Calling itself "The Binary Guardians", the group posted messages appearing to support the actions of a group of armed men who attacked a military base in the central city of Valencia on Sunday.
Meanwhile, supporters of President Maduro marched in the capital Caracas.
They called for an end to months of opposition protests and unrest.
More than 100 people have died in the protests against the failing economy and what the opposition sees as the government's illegal attempts to cling to power.
A message on the main government site made reference to "Operation David", which Venezuelan media had reported was the codename of the attack in Valencia.
"This dictatorship has its days numbered," it added.
The government said it had repelled the attack in Valencia, which was carried out by a group of armed civilians led by a military deserter.
A search was under way for 10 men who escaped with weapons after the attack, Mr Maduro said.
The assault in the north-western city of Valencia was carried out by 20 people, the president said. Two were killed, one was injured and seven were arrested.
Earlier, a video posted on social media showed uniformed men saying they were rising against a "murderous tyranny".
On state television, Mr Maduro congratulated the army for its "immediate reaction" in putting down the attack in the early hours of Sunday, saying they had earned his "admiration."
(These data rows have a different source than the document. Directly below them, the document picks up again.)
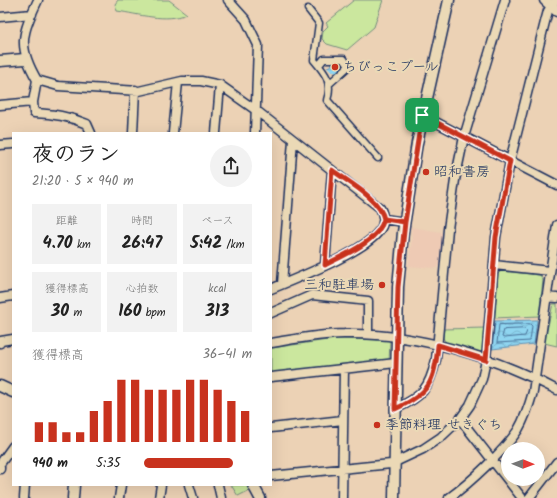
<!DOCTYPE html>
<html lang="ja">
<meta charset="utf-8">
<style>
:root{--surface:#fff;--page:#f2f2f2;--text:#222;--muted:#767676;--accent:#c8321e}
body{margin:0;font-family:Kalam,"Klee One",sans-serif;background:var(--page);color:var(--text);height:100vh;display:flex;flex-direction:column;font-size:15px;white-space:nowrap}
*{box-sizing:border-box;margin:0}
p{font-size:13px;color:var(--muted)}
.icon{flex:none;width:22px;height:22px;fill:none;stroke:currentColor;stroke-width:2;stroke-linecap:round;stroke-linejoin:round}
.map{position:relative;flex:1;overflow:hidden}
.sheet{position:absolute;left:12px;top:132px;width:260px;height:354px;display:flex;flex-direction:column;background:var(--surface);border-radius:0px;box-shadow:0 4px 16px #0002}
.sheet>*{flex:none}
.needle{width:26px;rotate:91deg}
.controls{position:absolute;left:501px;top:442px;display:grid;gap:8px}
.controls a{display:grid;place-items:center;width:44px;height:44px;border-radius:50%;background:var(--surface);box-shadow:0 4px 16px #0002;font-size:20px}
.pin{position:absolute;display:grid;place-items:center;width:34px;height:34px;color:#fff;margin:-17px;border-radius:8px;box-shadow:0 2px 6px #0006}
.round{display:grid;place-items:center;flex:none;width:42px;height:42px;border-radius:21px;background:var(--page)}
.headline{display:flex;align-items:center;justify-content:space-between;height:68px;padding:0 20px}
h1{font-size:22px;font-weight:800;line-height:30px}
.figures{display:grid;grid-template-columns:repeat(3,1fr);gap:6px;height:68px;padding:4px 20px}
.figures div{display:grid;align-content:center;border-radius:0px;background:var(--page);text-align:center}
.figures b{font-size:17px;font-weight:800}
.figures small{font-size:11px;font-weight:400}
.figures p{font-size:11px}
.chart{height:112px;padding:8px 20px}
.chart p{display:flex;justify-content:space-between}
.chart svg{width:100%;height:72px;margin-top:4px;stroke:var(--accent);stroke-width:6}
ul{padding:0 20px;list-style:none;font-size:13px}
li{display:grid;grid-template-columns:64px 48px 1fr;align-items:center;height:30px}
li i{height:10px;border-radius:5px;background:var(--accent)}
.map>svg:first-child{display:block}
.built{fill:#eecab4}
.green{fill:#cbe79e;stroke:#738b7e}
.water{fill:url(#water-waves);stroke:#6193b6}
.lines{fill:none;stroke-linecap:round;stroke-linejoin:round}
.shore{stroke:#497198;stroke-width:1}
.pedestrian-casing{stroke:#1b2f5e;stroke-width:9}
.minor-casing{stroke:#1b2f5e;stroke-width:11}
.tertiary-casing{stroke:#1b2f5e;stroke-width:13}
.pedestrian{stroke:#ebd9b6;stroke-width:6}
.minor{stroke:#ebd9b6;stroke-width:8}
.tertiary{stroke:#ebd9b6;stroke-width:10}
.route-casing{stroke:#fff;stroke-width:8}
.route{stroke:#c8321e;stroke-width:5}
.poi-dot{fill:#c8321e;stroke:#ebd9b6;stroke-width:1.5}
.labels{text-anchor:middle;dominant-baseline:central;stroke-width:4;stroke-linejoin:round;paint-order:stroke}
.poi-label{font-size:14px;fill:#1b2f5e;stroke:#ebd9b6;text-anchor:start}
</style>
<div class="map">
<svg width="557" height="498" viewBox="0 0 557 498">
<defs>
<pattern id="water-waves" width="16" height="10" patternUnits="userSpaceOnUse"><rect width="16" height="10" fill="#8fd5f0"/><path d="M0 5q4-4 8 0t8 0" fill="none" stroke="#7bb7d0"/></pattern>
</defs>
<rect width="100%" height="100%" fill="#ecd2b5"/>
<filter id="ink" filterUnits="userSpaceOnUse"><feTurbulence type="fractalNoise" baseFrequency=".025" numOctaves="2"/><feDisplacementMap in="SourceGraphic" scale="8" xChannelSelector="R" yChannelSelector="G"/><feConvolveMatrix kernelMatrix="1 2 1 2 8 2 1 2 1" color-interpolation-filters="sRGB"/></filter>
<g filter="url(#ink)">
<path class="built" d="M411 227 441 232 443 235 439 266 436 268 408 266 412 240Z"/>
<path class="green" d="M118 0H169L187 14C166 23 138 14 117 11L115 4Z
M354 0H383L374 27 347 50 327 44 322 39 323 31 328 26 326 23Z
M501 271 540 275 543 280 539 316 495 318 498 274Z
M553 304H557V346L544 343Z
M485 328 484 350 478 354 447 344 443 338 444 329Z
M335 339 390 340 389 362 271 373V348Z
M231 485H250L252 489 238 496Z"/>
<path class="water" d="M332 63H342V67L337 72 331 71 327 67 332 65Z
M537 320 534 344 492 349 495 321Z"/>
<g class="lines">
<path class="shore" d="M530 324 532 326 530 341 497 343 499 325Z
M525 329 527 331 525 336 504 338 502 337 504 330Z"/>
<defs>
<path id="pedestrian" d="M308 9 319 23 314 60C325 73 333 82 327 100L378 158
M319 65 324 59H344L349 66 329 84"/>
<path id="minor" d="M38 0C22 34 17 46 37 80L58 86 139 91 182 81H201L220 85 257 111 380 208C384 215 385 224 379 231 364 252 297 278 271 289
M228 0 246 20 258 45 255 133
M0 17 32 14
M37 80 33 102 34 113C53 114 69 116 87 124L91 133
M0 105 33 102
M422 115 557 185
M133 133 135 90
M173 133 178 82
M216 133 220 85
M0 145 13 144
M384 219 405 222
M325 265 332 170
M494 265 550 271
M282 284 293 140
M546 297 557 298
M0 298 13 296
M271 313 312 295 368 301V334
M0 343 1 341 13 339
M271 343C295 339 319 334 344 334 414 332 495 357 557 390
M271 377 396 363
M395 409C422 397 429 389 436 360L448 229 455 180 464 137 505 0
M460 419 522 498
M271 428 343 420
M0 469V464L13 446
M271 476 391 464 423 449 441 437 460 419 470 405 482 379 486 360 496 237 510 161 545 22 548 11 556 0
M189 485 193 498
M218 485 221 498
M24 498 25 485
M119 498 121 485
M159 498 161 485
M342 498 344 369
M449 498C471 482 503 452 518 430 525 418 529 406 533 392L557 225
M529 498 557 462"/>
<path id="tertiary" d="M545 0 557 11
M0 61 25 59
M0 386 13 392
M253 485 260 498
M73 498 74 485
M394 498 398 287 403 232 417 143 449 0"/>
</defs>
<use href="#pedestrian" class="pedestrian-casing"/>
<use href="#minor" class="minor-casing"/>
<use href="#tertiary" class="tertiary-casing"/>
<use href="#pedestrian" class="pedestrian"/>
<use href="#minor" class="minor"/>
<use href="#tertiary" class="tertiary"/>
</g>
</g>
<g class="lines" filter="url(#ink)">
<defs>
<path id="route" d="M422 115 405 222 384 219C379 241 344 255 325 265L332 170C348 182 380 199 384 219L405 222 398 287 395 409C429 394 435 382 438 345L486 360 496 237 510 161 422 115"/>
</defs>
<use href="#route" class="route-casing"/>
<use href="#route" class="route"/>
</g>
<g class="poi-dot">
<circle cx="335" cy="67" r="4"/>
<circle cx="426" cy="172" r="4"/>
<circle cx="382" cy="285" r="4"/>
<circle cx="377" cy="425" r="4"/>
</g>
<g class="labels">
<g class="poi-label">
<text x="343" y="67">ちびっこプール</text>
<text x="434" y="172">昭和書房</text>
<text x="374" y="285" text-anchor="end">三和駐車場</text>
<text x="385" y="425">季節料理 せきぐち</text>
</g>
</g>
</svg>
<div class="controls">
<a><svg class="needle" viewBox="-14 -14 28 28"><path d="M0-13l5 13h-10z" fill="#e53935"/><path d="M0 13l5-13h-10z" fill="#767676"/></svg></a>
</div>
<div class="pin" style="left:422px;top:115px;background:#1e9e55"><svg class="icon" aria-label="arrive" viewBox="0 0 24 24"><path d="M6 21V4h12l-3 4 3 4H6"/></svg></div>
<section class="sheet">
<div class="headline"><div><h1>夜のラン</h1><p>21:20 · 5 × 940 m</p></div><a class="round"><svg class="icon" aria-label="share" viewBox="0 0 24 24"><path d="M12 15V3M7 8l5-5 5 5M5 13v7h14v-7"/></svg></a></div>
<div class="figures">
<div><p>距離</p><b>4.70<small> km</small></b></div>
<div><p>時間</p><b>26:47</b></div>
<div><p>ペース</p><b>5:42<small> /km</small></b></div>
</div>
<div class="figures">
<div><p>獲得標高</p><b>30<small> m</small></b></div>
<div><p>心拍数</p><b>160<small> bpm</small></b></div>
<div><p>kcal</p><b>313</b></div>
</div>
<div class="chart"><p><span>獲得標高</span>36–41 m</p>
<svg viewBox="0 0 160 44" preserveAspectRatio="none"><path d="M5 44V32M15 44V32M25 44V38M35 44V38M45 44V25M55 44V19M65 44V6M75 44V6M85 44V12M95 44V12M105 44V12M115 44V6M125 44V6M135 44V12M145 44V19M155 44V25"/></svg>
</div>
<ul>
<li><b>940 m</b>5:35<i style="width:82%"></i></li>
</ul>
</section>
</div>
He called the incident a "terrorist attack" carried out by "mercenaries", and said the security forces were actively searching for those who had escaped. "We'll get them," he vowed.
The government said that those arrested included a first lieutenant who had deserted. It said the others were civilians wearing uniforms.
Mr Maduro said the group had been backed by anti-government leaders based in the US and Colombia.
In Sunday's video, a rebel leader who identified himself as Juan Caguaripano, said that his group - which he called the 41st Brigade - was taking a stand against the "murderous tyranny of President Nicolás Maduro".
"This is not a coup but a civic and military action to re-establish constitutional order."
Violent demonstrations began in April and have spread across the the country which, despite being oil-rich, is experiencing severe shortages of food and medicines, as well as inflation in excess of 700%.
The incident in Valencia came the day after the first session of the newly inaugurated Constituent Assembly, seen by the opposition as a way for the left-wing president to cling to power.
Mr Maduro has repeatedly said that the new body will bring peace to the country.
The Constituent Assembly has the ability to rewrite the constitution and could override the opposition-controlled parliament, the National Assembly.
On Saturday, it immediately voted to dismiss Chief Prosecutor Luisa Ortega, a former ally of President Maduro who has become a major critic of his rule.